In the cookbook Salt, Fat, Acid, Heat, Samin Nosrat relates an anecdote about the legendary chef Alice Waters. While judging tomato sauce recipes to be used at her restaurant, Waters rejects an otherwise-excellent submission because she can taste that the chef used old olive oil to make the sauce. Even through the intense flavors of tomato and garlic and onion, Waters could identify the qualities of the olive oil. That discernment is the sign of good taste.
Some discrimination is easy and requires no taste (separating a Monet from a child’s doodle). Other discrimination is hard and requires taste (separating a tomato sauce with old oil from a tomato sauce with fresh oil). The closer two experiences are, the harder it is to discriminate between them, and the better a sign of taste it is if someone can discriminate between them. At the highest level, a sommelier has passed an exam that requires them to blindly identify which grape is in a wine that they taste, which year it was from, and even where it was grown. In a model of taste that centers discrimination, that skill is the purest demonstration of taste.
Of course, when it comes to literature, I use “discrimination” more broadly than just the narrow concept of distinguishing between two different experiences (which is more appropriate for the culinary examples above). In general, discrimination is about having a deep mechanistic understanding of that experience – understanding how different choices would have led to a different experience. We rarely ask critics to read a story blind and tell which author wrote it (though I think that would be an interesting test of taste!), but we do ask that critics can explain why an author chose to have some action happen in the story, or why the relationship between two characters mattered.
II
A notable absence from this model of taste is opinion. Having a deep mechanistic understanding of a work of art does not imply that you like it. Can you identify what the author is trying to do with this paragraph or this flashback? Then you have demonstrated taste, whether you actually like the story or not.
This runs the risk of claiming that there is no such thing as good art. I do not believe that. I agree with Kanakia that people with good taste usually arrive at roughly similar rankings of writers, and those rankings are accurate in marking writers as better or worse. My claim is just that liking good art is not the same as having good taste. It is entirely possible for someone without taste to enjoy good art; their lack of taste would reveal itself only if they were asked to explain what they enjoyed about it. When I was 15, I “read” Crime and Punishment, in the sense that I read one page and then another and then another until I reached the final page. I even enjoyed reading it. But I couldn’t tell you why, because I didn’t really understand the story at all. Dostoyevsky may be a genius, but enjoying Dostoyevsky did not imply that I had good taste.

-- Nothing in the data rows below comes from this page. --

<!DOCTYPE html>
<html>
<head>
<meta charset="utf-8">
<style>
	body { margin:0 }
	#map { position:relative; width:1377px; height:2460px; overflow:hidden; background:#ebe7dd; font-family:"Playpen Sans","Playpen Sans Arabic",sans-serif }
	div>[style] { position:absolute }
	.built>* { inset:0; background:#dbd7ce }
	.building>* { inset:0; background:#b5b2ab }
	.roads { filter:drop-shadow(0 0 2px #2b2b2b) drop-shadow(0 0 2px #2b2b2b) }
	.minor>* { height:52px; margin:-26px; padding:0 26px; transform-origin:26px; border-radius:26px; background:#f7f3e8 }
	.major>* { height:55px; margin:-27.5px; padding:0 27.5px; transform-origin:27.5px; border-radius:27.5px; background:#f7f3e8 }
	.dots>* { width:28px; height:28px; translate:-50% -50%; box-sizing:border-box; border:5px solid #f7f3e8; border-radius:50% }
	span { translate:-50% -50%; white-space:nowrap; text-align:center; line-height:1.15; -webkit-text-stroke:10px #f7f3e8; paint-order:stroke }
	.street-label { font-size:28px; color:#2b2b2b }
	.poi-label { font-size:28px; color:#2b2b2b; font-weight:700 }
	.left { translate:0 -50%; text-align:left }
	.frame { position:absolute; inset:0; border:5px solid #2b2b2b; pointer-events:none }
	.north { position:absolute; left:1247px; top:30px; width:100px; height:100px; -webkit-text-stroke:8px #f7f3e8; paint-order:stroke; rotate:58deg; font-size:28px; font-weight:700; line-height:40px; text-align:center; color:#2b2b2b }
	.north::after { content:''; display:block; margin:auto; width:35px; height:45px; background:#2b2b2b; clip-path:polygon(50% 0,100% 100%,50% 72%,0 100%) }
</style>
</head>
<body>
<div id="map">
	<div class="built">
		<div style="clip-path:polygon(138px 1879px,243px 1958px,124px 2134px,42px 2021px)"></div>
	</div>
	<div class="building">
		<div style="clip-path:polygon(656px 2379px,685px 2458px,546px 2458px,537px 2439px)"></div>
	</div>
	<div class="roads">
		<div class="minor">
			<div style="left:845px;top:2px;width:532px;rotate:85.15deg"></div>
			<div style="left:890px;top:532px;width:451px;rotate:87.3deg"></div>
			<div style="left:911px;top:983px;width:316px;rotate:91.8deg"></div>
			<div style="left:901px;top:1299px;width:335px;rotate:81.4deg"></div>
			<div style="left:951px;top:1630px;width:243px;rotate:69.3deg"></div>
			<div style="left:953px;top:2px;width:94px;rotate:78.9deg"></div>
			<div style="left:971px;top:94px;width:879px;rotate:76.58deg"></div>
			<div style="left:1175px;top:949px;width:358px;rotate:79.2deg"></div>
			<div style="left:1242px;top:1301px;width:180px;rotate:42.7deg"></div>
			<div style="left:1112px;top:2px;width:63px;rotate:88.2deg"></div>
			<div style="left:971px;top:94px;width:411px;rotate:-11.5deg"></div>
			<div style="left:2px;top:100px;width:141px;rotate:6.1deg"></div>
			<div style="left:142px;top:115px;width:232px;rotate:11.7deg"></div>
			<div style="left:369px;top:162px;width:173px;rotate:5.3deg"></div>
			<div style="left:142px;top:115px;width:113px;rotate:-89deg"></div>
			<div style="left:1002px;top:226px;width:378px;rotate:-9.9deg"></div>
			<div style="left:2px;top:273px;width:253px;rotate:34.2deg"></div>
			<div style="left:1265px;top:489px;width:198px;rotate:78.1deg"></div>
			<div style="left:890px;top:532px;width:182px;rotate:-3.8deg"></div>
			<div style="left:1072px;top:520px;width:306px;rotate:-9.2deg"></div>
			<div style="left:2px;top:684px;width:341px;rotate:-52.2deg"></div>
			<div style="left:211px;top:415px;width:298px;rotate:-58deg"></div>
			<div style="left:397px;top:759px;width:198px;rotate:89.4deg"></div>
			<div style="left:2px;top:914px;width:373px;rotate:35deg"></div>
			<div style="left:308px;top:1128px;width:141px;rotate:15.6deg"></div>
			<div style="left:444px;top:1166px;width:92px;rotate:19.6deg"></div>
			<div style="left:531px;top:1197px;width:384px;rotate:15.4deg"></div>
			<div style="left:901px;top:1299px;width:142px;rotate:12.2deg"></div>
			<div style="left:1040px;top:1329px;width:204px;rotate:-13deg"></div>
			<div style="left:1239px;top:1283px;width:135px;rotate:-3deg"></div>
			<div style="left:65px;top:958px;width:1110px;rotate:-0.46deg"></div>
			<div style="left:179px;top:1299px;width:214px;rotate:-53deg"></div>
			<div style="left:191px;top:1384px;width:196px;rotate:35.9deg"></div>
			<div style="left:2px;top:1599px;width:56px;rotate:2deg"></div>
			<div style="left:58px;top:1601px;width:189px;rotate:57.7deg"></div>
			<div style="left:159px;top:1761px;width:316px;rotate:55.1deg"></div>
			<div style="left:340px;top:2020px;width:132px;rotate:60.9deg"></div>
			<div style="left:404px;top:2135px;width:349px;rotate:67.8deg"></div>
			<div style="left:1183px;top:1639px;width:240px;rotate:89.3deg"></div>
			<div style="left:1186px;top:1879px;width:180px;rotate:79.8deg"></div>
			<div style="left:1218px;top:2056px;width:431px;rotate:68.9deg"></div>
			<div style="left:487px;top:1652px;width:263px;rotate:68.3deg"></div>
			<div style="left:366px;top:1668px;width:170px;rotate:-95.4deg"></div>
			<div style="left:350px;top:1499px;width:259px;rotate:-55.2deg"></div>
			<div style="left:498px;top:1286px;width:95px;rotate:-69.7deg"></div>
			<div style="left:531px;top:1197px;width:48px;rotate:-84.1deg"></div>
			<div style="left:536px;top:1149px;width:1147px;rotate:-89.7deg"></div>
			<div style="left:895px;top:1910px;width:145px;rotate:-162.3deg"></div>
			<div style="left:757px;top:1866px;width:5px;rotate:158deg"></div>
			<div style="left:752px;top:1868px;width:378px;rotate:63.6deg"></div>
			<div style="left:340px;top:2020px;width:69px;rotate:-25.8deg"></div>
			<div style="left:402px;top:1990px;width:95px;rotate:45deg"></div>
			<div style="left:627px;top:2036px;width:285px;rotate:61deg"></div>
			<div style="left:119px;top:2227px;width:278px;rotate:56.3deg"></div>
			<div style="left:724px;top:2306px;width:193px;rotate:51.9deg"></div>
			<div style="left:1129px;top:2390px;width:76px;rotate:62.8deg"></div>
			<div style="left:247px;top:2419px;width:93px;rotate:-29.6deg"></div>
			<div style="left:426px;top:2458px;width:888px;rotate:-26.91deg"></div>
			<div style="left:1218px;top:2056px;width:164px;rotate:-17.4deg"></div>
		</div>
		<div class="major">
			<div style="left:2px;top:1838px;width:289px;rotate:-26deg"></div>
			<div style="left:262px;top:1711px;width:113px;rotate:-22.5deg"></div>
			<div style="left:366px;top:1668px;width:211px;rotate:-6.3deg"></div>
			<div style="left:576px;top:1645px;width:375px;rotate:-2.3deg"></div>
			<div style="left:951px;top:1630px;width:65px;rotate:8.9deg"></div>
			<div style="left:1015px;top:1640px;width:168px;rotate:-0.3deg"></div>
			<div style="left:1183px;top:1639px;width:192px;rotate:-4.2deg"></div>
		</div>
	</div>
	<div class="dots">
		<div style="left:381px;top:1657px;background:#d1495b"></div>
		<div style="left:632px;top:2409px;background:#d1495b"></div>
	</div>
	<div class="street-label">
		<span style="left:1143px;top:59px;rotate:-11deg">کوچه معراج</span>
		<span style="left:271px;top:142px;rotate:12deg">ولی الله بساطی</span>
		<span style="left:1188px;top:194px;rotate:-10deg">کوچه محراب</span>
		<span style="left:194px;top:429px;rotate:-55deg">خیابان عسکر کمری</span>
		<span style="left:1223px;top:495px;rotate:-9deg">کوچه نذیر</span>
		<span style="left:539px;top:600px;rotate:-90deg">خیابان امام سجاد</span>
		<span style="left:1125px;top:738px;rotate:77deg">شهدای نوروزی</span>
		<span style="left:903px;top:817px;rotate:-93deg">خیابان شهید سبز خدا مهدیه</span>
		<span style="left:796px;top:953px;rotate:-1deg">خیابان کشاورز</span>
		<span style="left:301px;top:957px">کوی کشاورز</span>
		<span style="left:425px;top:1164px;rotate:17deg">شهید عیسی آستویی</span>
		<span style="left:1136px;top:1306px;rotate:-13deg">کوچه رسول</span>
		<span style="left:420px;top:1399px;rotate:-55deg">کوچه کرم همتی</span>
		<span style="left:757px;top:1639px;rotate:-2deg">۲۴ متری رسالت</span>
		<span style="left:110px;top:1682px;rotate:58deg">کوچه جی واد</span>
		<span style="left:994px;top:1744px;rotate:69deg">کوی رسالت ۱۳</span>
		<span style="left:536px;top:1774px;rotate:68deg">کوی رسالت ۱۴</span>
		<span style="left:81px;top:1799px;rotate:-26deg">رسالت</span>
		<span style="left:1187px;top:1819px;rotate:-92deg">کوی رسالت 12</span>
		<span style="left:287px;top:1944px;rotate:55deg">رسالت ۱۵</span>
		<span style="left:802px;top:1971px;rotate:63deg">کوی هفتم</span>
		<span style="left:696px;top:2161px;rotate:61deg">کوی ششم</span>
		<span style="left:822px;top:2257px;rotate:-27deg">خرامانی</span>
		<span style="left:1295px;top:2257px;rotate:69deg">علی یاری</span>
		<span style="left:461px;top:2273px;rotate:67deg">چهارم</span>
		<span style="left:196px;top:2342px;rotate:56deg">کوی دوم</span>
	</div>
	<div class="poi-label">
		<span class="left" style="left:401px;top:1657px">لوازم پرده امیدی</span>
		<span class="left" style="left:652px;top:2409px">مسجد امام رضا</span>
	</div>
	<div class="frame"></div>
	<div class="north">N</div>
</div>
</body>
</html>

“Good taste is not about liking good art, it’s about [process that usually leads to liking good art]” may strike you as pedantry. But the process is what matters. That is why I react strongly to a statement like “you should like [author], because many people with good taste have said they are good.” I don’t doubt that most subjects of a statement like that are great authors, and that I might even love them. But we come to art to explore our souls. As Ava says, “interiority is not formulaic. You can look to other people for inspiration, but they can’t tell you what is true for you.”
The ability to discriminate frees you from the gaze of other people as your only window into art. It allows you to connect with art without needing an authority to validate that connection. Without the ability to discriminate, you depend on other people to show you what is good; you depend on them to understand your own soul.